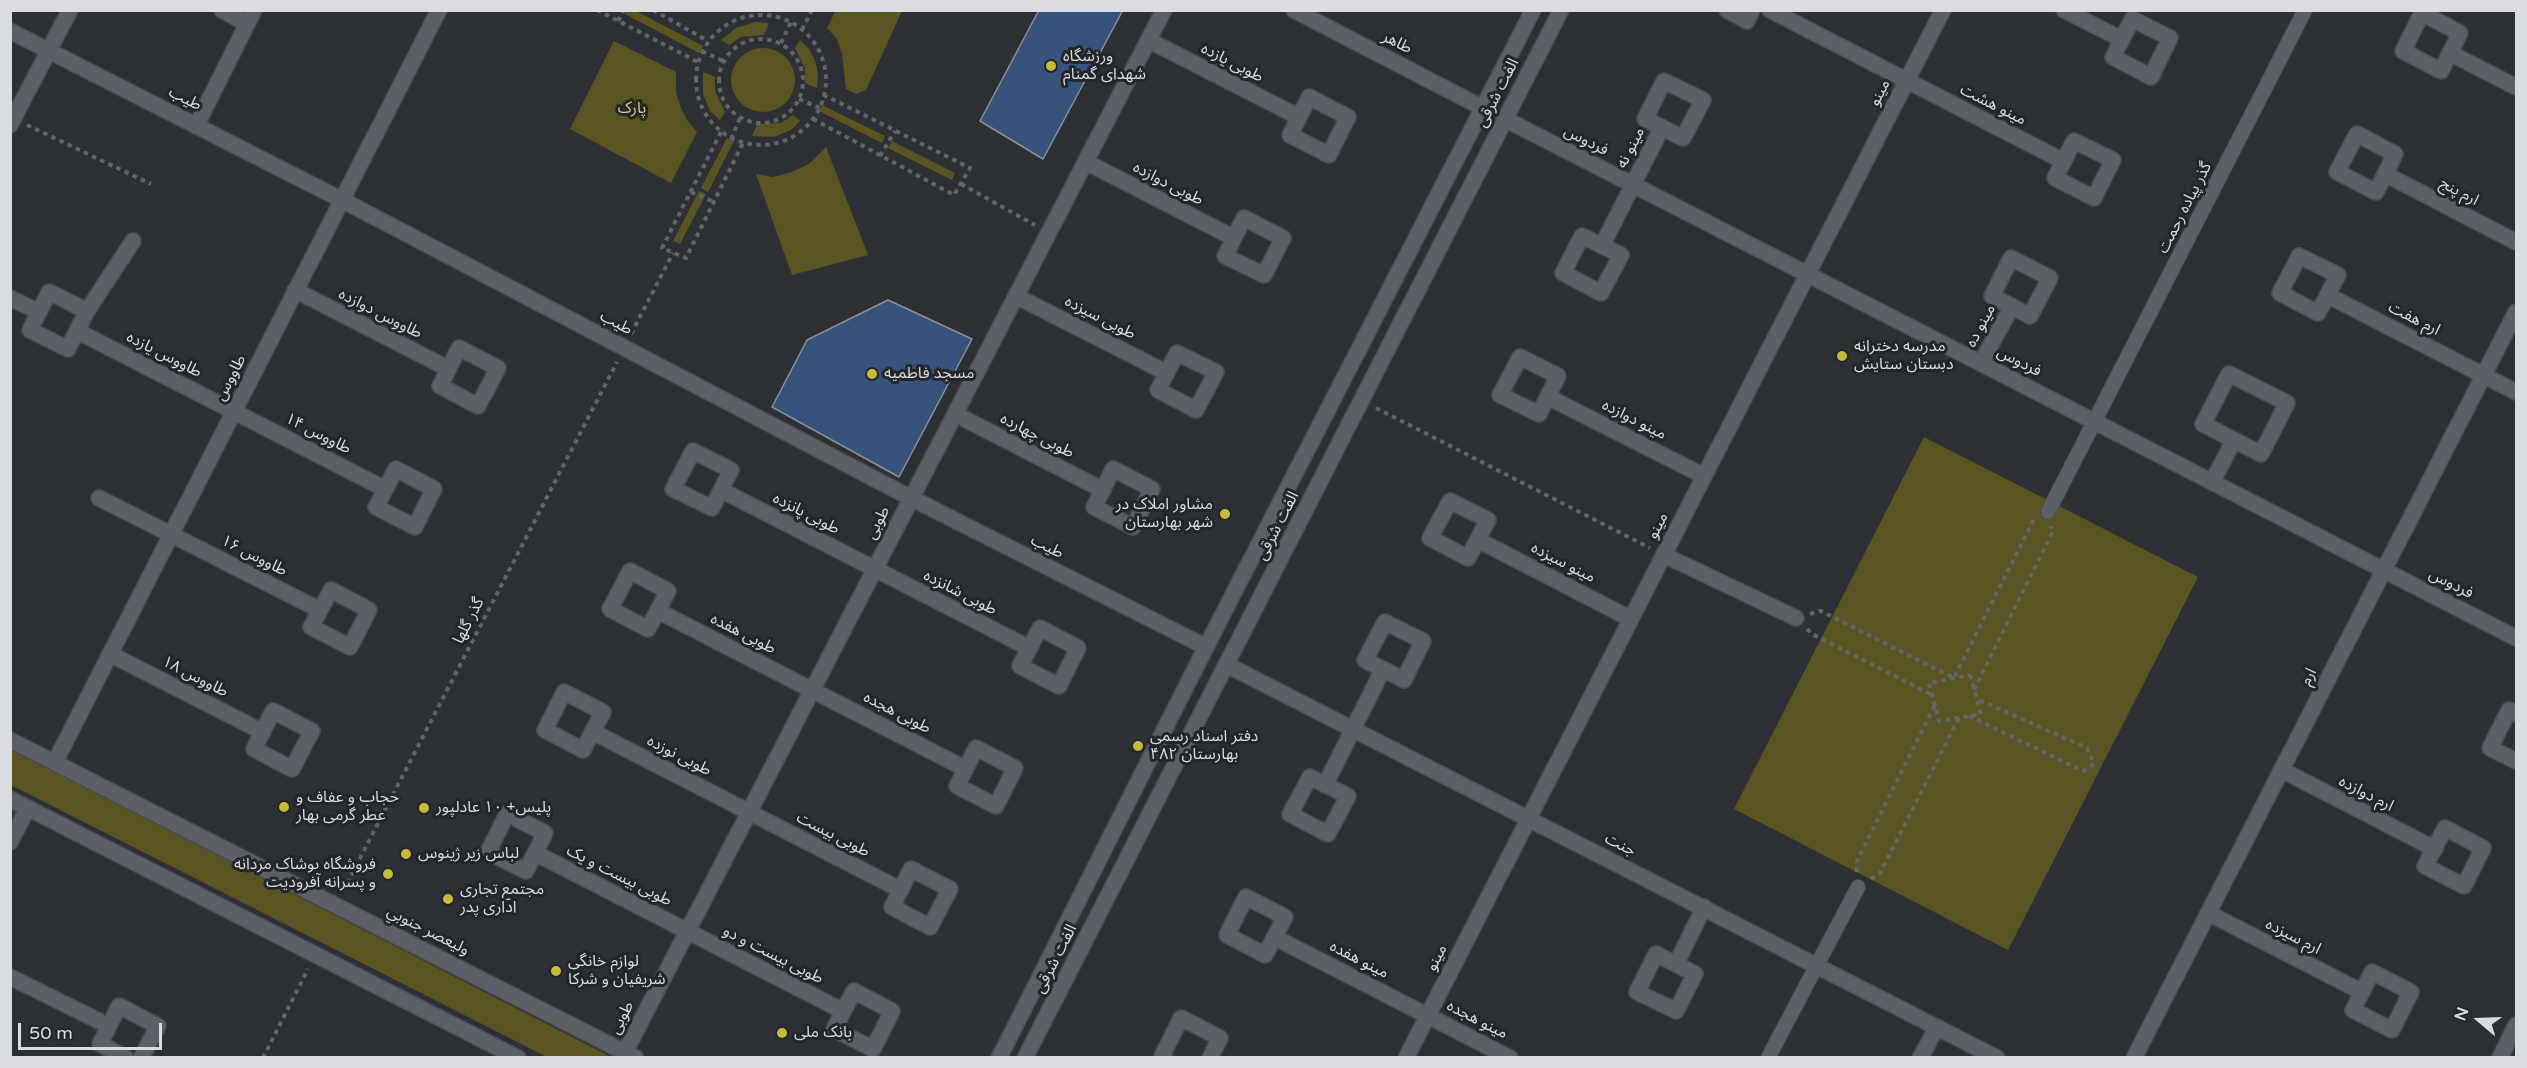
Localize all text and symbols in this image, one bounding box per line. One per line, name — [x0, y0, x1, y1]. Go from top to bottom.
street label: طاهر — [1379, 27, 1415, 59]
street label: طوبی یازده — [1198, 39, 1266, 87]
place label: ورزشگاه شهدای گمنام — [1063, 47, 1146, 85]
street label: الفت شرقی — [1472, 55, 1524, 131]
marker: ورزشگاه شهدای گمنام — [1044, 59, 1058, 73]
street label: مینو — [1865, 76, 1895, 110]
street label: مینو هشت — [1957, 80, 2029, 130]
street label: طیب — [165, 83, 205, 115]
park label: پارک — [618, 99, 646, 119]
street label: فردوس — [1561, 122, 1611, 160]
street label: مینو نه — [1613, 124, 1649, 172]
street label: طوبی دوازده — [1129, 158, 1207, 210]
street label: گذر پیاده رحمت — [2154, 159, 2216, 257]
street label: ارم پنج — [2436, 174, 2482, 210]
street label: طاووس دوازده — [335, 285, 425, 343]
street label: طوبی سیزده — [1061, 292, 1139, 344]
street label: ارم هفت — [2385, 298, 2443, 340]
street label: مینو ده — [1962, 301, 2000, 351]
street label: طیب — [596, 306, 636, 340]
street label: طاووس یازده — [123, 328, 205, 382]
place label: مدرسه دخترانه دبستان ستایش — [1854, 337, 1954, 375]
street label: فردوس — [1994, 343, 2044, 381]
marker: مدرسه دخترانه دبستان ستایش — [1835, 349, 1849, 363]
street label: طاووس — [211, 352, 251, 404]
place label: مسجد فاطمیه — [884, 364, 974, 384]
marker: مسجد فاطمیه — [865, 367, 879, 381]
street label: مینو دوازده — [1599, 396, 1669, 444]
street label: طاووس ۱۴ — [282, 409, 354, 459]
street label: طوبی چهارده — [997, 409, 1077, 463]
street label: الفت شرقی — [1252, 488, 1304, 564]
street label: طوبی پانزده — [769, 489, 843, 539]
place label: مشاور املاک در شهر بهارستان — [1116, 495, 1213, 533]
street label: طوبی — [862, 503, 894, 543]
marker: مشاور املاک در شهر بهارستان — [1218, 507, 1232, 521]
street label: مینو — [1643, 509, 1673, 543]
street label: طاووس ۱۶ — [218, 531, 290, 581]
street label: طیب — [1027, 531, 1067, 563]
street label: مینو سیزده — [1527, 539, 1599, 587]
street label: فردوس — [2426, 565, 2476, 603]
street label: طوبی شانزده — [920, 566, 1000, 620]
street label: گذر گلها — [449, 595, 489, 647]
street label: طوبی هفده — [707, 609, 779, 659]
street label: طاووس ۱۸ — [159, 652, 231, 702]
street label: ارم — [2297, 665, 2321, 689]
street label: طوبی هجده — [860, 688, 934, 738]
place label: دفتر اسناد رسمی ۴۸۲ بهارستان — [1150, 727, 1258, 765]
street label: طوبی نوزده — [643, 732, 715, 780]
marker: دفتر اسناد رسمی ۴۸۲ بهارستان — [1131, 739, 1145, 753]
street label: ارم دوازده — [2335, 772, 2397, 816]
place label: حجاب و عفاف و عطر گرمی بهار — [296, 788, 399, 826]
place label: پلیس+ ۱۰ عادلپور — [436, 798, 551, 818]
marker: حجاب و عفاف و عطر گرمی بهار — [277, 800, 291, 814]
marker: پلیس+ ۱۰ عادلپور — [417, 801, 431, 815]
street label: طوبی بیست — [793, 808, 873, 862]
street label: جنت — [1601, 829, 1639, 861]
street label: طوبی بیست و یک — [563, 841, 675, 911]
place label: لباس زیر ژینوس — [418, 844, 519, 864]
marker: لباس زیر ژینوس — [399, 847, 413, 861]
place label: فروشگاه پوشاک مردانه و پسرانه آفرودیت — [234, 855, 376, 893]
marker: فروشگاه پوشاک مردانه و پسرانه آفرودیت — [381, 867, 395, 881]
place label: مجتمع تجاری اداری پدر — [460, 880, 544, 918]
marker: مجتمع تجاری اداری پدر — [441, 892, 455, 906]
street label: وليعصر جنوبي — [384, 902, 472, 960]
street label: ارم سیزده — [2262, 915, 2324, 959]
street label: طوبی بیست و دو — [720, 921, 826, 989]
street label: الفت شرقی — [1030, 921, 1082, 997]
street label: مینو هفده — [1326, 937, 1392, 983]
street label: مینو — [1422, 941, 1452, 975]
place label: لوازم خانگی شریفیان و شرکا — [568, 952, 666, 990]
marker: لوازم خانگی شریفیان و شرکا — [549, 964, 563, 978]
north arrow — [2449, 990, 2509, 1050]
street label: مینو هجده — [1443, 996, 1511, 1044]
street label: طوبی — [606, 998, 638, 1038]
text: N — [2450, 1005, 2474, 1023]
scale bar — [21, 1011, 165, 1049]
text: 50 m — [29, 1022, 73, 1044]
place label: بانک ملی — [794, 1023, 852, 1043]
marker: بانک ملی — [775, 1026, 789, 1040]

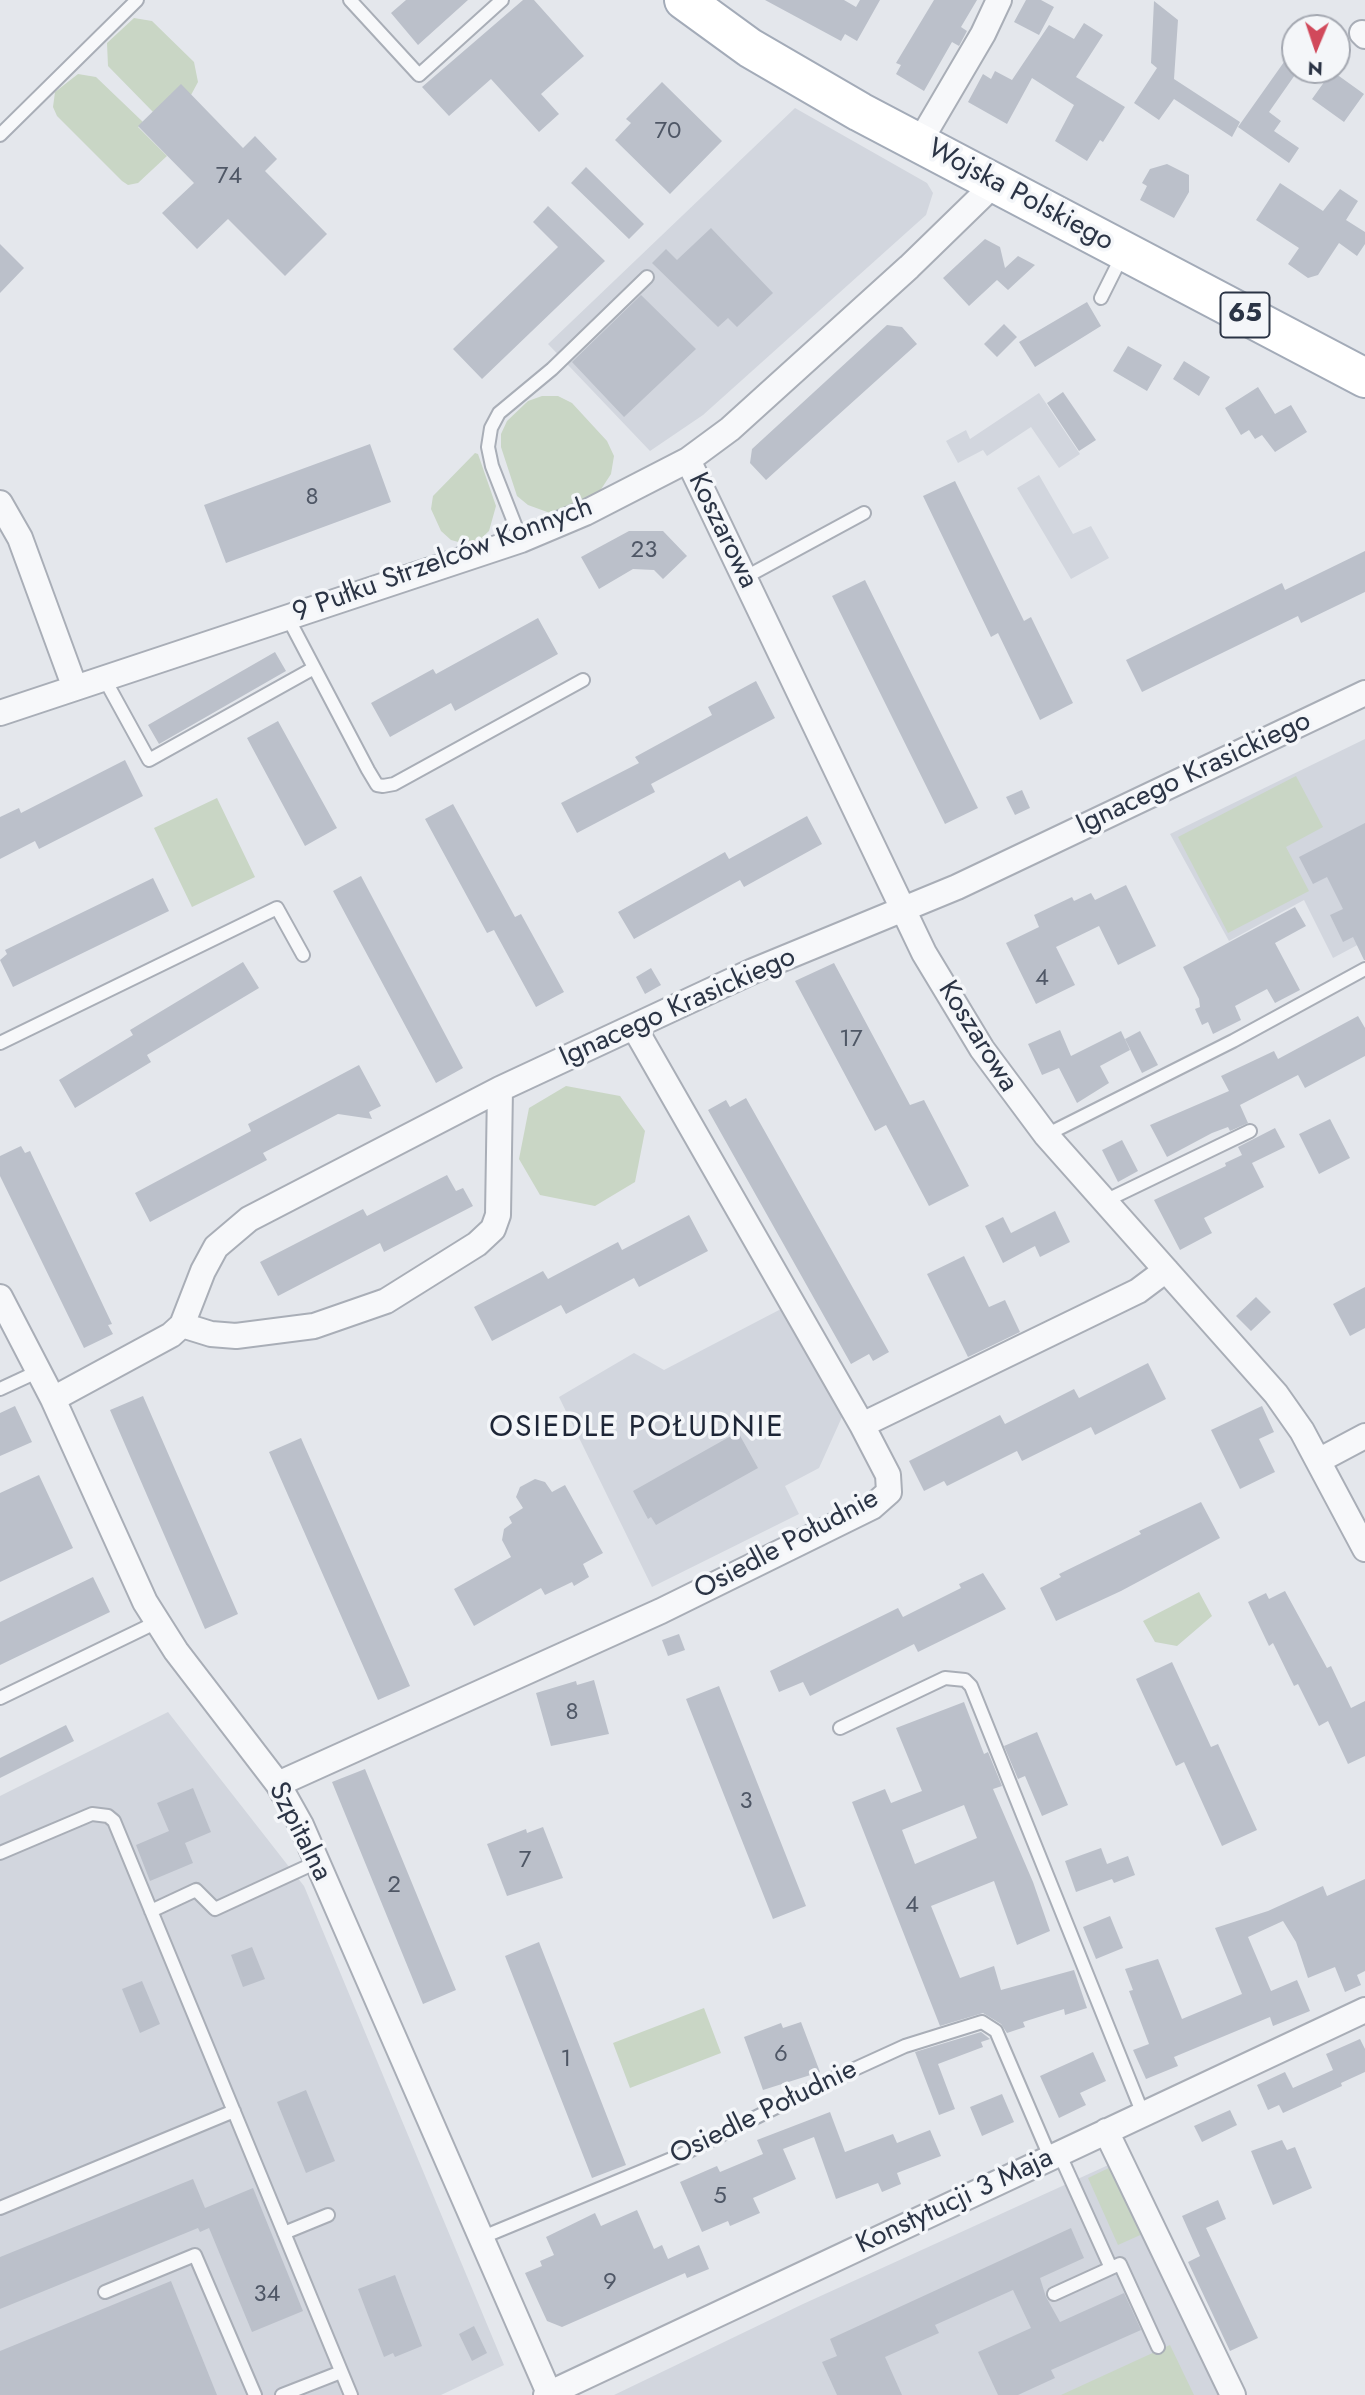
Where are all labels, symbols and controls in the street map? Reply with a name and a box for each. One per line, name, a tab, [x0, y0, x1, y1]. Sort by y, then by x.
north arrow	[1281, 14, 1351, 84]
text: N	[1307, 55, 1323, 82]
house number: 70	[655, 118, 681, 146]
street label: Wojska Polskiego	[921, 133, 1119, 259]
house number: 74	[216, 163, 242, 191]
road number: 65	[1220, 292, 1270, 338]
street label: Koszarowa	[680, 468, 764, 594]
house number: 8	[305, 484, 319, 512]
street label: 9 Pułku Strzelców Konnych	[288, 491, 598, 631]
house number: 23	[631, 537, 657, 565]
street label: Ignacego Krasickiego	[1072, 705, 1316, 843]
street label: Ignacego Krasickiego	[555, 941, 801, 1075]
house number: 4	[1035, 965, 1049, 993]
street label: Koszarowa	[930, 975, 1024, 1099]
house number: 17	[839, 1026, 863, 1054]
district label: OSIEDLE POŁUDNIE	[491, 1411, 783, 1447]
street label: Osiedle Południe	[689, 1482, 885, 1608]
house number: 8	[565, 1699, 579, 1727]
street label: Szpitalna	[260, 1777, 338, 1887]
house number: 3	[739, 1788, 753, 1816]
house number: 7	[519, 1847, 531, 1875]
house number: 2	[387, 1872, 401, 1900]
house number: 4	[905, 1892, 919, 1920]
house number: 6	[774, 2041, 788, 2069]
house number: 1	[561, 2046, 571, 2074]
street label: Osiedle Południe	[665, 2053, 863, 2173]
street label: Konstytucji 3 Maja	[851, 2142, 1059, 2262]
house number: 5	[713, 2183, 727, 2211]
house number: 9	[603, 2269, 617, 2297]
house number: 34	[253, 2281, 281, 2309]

::::

AIM OF THE TASK:
Drop every picture, then write out the remaining entries above exactly as they appear.

RESPONSE AREA:
Localize all text and symbols in this image, one bounding box per line. One per line, name — [x0, y0, x1, y1]. Go from top to bottom.
street label: طاهر — [1379, 27, 1415, 59]
street label: طوبی یازده — [1198, 39, 1266, 87]
place label: ورزشگاه شهدای گمنام — [1063, 47, 1146, 85]
street label: الفت شرقی — [1472, 55, 1524, 131]
marker: ورزشگاه شهدای گمنام — [1044, 59, 1058, 73]
street label: مینو — [1865, 76, 1895, 110]
street label: مینو هشت — [1957, 80, 2029, 130]
street label: طیب — [165, 83, 205, 115]
park label: پارک — [618, 99, 646, 119]
street label: فردوس — [1561, 122, 1611, 160]
street label: مینو نه — [1613, 124, 1649, 172]
street label: طوبی دوازده — [1129, 158, 1207, 210]
street label: گذر پیاده رحمت — [2154, 159, 2216, 257]
street label: ارم پنج — [2436, 174, 2482, 210]
street label: طاووس دوازده — [335, 285, 425, 343]
street label: طوبی سیزده — [1061, 292, 1139, 344]
street label: ارم هفت — [2385, 298, 2443, 340]
street label: مینو ده — [1962, 301, 2000, 351]
street label: طیب — [596, 306, 636, 340]
street label: طاووس یازده — [123, 328, 205, 382]
place label: مدرسه دخترانه دبستان ستایش — [1854, 337, 1954, 375]
street label: فردوس — [1994, 343, 2044, 381]
marker: مدرسه دخترانه دبستان ستایش — [1835, 349, 1849, 363]
street label: طاووس — [211, 352, 251, 404]
place label: مسجد فاطمیه — [884, 364, 974, 384]
marker: مسجد فاطمیه — [865, 367, 879, 381]
street label: مینو دوازده — [1599, 396, 1669, 444]
street label: طاووس ۱۴ — [282, 409, 354, 459]
street label: طوبی چهارده — [997, 409, 1077, 463]
street label: الفت شرقی — [1252, 488, 1304, 564]
street label: طوبی پانزده — [769, 489, 843, 539]
place label: مشاور املاک در شهر بهارستان — [1116, 495, 1213, 533]
street label: طوبی — [862, 503, 894, 543]
marker: مشاور املاک در شهر بهارستان — [1218, 507, 1232, 521]
street label: مینو — [1643, 509, 1673, 543]
street label: طاووس ۱۶ — [218, 531, 290, 581]
street label: طیب — [1027, 531, 1067, 563]
street label: مینو سیزده — [1527, 539, 1599, 587]
street label: فردوس — [2426, 565, 2476, 603]
street label: طوبی شانزده — [920, 566, 1000, 620]
street label: گذر گلها — [449, 595, 489, 647]
street label: طوبی هفده — [707, 609, 779, 659]
street label: طاووس ۱۸ — [159, 652, 231, 702]
street label: ارم — [2297, 665, 2321, 689]
street label: طوبی هجده — [860, 688, 934, 738]
place label: دفتر اسناد رسمی ۴۸۲ بهارستان — [1150, 727, 1258, 765]
street label: طوبی نوزده — [643, 732, 715, 780]
marker: دفتر اسناد رسمی ۴۸۲ بهارستان — [1131, 739, 1145, 753]
street label: ارم دوازده — [2335, 772, 2397, 816]
place label: حجاب و عفاف و عطر گرمی بهار — [296, 788, 399, 826]
place label: پلیس+ ۱۰ عادلپور — [436, 798, 551, 818]
marker: حجاب و عفاف و عطر گرمی بهار — [277, 800, 291, 814]
marker: پلیس+ ۱۰ عادلپور — [417, 801, 431, 815]
street label: طوبی بیست — [793, 808, 873, 862]
street label: جنت — [1601, 829, 1639, 861]
street label: طوبی بیست و یک — [563, 841, 675, 911]
place label: لباس زیر ژینوس — [418, 844, 519, 864]
marker: لباس زیر ژینوس — [399, 847, 413, 861]
place label: فروشگاه پوشاک مردانه و پسرانه آفرودیت — [234, 855, 376, 893]
marker: فروشگاه پوشاک مردانه و پسرانه آفرودیت — [381, 867, 395, 881]
place label: مجتمع تجاری اداری پدر — [460, 880, 544, 918]
marker: مجتمع تجاری اداری پدر — [441, 892, 455, 906]
street label: وليعصر جنوبي — [384, 902, 472, 960]
street label: ارم سیزده — [2262, 915, 2324, 959]
street label: طوبی بیست و دو — [720, 921, 826, 989]
street label: الفت شرقی — [1030, 921, 1082, 997]
street label: مینو هفده — [1326, 937, 1392, 983]
street label: مینو — [1422, 941, 1452, 975]
place label: لوازم خانگی شریفیان و شرکا — [568, 952, 666, 990]
marker: لوازم خانگی شریفیان و شرکا — [549, 964, 563, 978]
north arrow — [2449, 990, 2509, 1050]
street label: مینو هجده — [1443, 996, 1511, 1044]
street label: طوبی — [606, 998, 638, 1038]
text: N — [2450, 1005, 2474, 1023]
scale bar — [21, 1011, 165, 1049]
text: 50 m — [29, 1022, 73, 1044]
place label: بانک ملی — [794, 1023, 852, 1043]
marker: بانک ملی — [775, 1026, 789, 1040]

Where are all labels, symbols and controls in the street map? Reply with a name and a box for each. One per line, name, a tab, [x0, y0, x1, y1]. Sort by y, then by x.
north arrow	[1281, 14, 1351, 84]
text: N	[1307, 55, 1323, 82]
house number: 70	[655, 118, 681, 146]
street label: Wojska Polskiego	[921, 133, 1119, 259]
house number: 74	[216, 163, 242, 191]
road number: 65	[1220, 292, 1270, 338]
street label: Koszarowa	[680, 468, 764, 594]
house number: 8	[305, 484, 319, 512]
street label: 9 Pułku Strzelców Konnych	[288, 491, 598, 631]
house number: 23	[631, 537, 657, 565]
street label: Ignacego Krasickiego	[1072, 705, 1316, 843]
street label: Ignacego Krasickiego	[555, 941, 801, 1075]
house number: 4	[1035, 965, 1049, 993]
street label: Koszarowa	[930, 975, 1024, 1099]
house number: 17	[839, 1026, 863, 1054]
district label: OSIEDLE POŁUDNIE	[491, 1411, 783, 1447]
street label: Osiedle Południe	[689, 1482, 885, 1608]
house number: 8	[565, 1699, 579, 1727]
street label: Szpitalna	[260, 1777, 338, 1887]
house number: 3	[739, 1788, 753, 1816]
house number: 7	[519, 1847, 531, 1875]
house number: 2	[387, 1872, 401, 1900]
house number: 4	[905, 1892, 919, 1920]
house number: 6	[774, 2041, 788, 2069]
house number: 1	[561, 2046, 571, 2074]
street label: Osiedle Południe	[665, 2053, 863, 2173]
street label: Konstytucji 3 Maja	[851, 2142, 1059, 2262]
house number: 5	[713, 2183, 727, 2211]
house number: 9	[603, 2269, 617, 2297]
house number: 34	[253, 2281, 281, 2309]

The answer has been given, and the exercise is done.